Task brief
The expected output is the first line of the data below and every line after it, up to and including the line containing "width:90px; height:90px; fill:#fffc;", each reproduced exactly.

Data under study section start

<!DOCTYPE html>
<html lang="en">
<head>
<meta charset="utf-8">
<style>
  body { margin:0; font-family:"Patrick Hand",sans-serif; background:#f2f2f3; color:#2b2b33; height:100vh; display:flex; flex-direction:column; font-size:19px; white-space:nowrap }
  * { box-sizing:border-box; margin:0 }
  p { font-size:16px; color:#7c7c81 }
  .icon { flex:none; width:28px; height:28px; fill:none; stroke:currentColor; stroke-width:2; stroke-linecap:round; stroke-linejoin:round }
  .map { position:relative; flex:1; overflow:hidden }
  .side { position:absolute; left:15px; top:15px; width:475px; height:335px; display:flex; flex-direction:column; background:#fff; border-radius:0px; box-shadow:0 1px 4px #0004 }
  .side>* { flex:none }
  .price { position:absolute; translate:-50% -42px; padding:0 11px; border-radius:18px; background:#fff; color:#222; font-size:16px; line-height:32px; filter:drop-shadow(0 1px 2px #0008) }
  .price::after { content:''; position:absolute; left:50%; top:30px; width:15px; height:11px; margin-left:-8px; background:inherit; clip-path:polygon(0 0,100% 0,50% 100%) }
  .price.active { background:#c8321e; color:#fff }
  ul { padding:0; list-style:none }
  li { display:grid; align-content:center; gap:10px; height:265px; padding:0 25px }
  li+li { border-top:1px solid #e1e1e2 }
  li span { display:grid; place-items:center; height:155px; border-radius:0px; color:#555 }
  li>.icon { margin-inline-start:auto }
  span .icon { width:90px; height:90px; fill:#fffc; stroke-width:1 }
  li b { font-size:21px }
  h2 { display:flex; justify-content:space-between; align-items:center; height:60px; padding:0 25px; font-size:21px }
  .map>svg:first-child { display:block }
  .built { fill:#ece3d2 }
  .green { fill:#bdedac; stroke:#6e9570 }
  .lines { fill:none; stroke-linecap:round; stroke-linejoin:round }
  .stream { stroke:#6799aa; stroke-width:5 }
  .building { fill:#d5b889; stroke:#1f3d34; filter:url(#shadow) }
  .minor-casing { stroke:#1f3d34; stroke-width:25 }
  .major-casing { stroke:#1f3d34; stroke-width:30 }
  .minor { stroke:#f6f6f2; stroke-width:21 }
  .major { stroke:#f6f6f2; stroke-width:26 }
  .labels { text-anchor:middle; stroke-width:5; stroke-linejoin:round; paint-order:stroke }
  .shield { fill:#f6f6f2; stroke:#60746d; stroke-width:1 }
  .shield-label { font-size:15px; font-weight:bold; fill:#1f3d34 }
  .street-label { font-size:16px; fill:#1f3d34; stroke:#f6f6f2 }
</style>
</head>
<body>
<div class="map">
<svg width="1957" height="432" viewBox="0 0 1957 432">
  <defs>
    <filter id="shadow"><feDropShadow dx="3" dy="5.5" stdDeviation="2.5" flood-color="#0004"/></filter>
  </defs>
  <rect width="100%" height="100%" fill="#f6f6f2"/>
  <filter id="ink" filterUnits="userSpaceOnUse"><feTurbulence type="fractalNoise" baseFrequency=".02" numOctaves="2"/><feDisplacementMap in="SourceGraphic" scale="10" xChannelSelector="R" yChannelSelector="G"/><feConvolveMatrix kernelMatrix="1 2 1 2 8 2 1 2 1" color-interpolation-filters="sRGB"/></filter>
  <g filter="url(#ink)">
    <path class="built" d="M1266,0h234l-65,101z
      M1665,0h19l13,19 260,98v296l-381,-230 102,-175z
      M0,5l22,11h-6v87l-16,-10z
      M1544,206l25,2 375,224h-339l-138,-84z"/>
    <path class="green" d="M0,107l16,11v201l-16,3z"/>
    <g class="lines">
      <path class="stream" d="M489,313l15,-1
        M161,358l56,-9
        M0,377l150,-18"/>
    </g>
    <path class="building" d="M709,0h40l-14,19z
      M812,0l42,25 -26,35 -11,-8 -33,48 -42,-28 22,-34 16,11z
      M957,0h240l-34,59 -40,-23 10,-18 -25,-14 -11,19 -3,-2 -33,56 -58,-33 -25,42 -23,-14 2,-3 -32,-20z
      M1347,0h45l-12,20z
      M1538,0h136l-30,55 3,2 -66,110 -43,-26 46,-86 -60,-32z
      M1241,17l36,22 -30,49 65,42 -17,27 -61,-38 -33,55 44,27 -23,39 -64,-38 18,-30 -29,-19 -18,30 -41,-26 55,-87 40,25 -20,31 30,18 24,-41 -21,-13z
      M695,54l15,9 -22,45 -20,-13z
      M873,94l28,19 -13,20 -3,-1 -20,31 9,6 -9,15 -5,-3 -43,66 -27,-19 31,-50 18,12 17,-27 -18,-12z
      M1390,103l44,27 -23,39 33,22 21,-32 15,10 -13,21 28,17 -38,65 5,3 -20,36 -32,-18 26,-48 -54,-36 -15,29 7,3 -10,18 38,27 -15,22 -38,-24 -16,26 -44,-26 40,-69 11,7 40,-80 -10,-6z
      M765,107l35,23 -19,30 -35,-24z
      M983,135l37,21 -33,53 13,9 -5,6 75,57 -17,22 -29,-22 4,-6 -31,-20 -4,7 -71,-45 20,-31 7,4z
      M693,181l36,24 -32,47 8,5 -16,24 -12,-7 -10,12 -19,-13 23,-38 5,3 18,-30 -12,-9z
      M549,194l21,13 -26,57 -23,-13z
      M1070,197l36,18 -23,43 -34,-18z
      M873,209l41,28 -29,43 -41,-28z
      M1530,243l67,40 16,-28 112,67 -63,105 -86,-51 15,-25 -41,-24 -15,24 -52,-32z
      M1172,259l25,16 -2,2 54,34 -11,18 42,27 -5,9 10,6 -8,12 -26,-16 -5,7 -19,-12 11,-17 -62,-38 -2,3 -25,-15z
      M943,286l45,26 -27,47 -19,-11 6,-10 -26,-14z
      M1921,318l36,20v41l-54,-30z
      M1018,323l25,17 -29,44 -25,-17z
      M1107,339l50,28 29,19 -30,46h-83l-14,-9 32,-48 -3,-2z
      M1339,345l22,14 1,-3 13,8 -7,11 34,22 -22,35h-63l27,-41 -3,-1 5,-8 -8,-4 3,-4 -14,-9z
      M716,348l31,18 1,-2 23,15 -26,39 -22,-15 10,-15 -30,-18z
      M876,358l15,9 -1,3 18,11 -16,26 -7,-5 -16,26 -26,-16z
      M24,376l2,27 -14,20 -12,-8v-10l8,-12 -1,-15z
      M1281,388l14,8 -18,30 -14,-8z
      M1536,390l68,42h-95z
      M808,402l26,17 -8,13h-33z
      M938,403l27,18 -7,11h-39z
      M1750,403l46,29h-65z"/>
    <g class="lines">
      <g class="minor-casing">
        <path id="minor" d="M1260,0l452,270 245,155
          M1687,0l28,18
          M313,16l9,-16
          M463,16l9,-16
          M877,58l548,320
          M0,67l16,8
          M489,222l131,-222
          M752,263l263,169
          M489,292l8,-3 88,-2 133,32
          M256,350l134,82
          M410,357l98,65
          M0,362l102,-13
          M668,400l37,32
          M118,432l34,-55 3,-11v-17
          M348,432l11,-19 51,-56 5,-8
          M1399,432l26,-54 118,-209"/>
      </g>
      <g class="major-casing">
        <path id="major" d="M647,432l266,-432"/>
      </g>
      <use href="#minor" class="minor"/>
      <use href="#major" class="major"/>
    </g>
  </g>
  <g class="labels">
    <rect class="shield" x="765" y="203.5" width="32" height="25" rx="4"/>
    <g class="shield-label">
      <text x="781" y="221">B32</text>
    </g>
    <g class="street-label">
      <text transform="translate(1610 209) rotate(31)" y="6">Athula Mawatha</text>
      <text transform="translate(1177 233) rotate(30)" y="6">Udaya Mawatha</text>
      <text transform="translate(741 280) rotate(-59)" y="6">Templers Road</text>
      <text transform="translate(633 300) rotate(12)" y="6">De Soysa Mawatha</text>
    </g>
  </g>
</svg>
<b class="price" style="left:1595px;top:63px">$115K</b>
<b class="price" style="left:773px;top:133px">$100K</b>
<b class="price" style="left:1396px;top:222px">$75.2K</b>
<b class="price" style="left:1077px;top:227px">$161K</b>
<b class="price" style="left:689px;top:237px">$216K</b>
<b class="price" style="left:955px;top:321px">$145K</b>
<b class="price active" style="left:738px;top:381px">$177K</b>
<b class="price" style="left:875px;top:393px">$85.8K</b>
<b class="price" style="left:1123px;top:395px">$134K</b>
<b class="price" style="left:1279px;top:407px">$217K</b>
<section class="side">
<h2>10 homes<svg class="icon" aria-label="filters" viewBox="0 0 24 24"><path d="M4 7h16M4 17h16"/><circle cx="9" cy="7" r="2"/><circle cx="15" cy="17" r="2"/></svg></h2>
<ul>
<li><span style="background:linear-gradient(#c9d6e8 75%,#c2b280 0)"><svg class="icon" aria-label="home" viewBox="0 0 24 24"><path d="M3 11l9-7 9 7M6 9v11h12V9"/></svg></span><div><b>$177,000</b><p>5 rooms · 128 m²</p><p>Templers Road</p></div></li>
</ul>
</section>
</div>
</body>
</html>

Data under study section end

Solved exercise
<!DOCTYPE html>
<html lang="en">
<head>
<meta charset="utf-8">
<style>
  body { margin:0; font-family:"Patrick Hand",sans-serif; background:#f2f2f3; color:#2b2b33; height:100vh; display:flex; flex-direction:column; font-size:19px; white-space:nowrap }
  * { box-sizing:border-box; margin:0 }
  p { font-size:16px; color:#7c7c81 }
  .icon { flex:none; width:28px; height:28px; fill:none; stroke:currentColor; stroke-width:2; stroke-linecap:round; stroke-linejoin:round }
  .map { position:relative; flex:1; overflow:hidden }
  .side { position:absolute; left:15px; top:15px; width:475px; height:335px; display:flex; flex-direction:column; background:#fff; border-radius:0px; box-shadow:0 1px 4px #0004 }
  .side>* { flex:none }
  .price { position:absolute; translate:-50% -42px; padding:0 11px; border-radius:18px; background:#fff; color:#222; font-size:16px; line-height:32px; filter:drop-shadow(0 1px 2px #0008) }
  .price::after { content:''; position:absolute; left:50%; top:30px; width:15px; height:11px; margin-left:-8px; background:inherit; clip-path:polygon(0 0,100% 0,50% 100%) }
  .price.active { background:#c8321e; color:#fff }
  ul { padding:0; list-style:none }
  li { display:grid; align-content:center; gap:10px; height:265px; padding:0 25px }
  li+li { border-top:1px solid #e1e1e2 }
  li span { display:grid; place-items:center; height:155px; border-radius:0px; color:#555 }
  li>.icon { margin-inline-start:auto }
  span .icon { width:90px; height:90px; fill:#fffc; stroke-width:1 }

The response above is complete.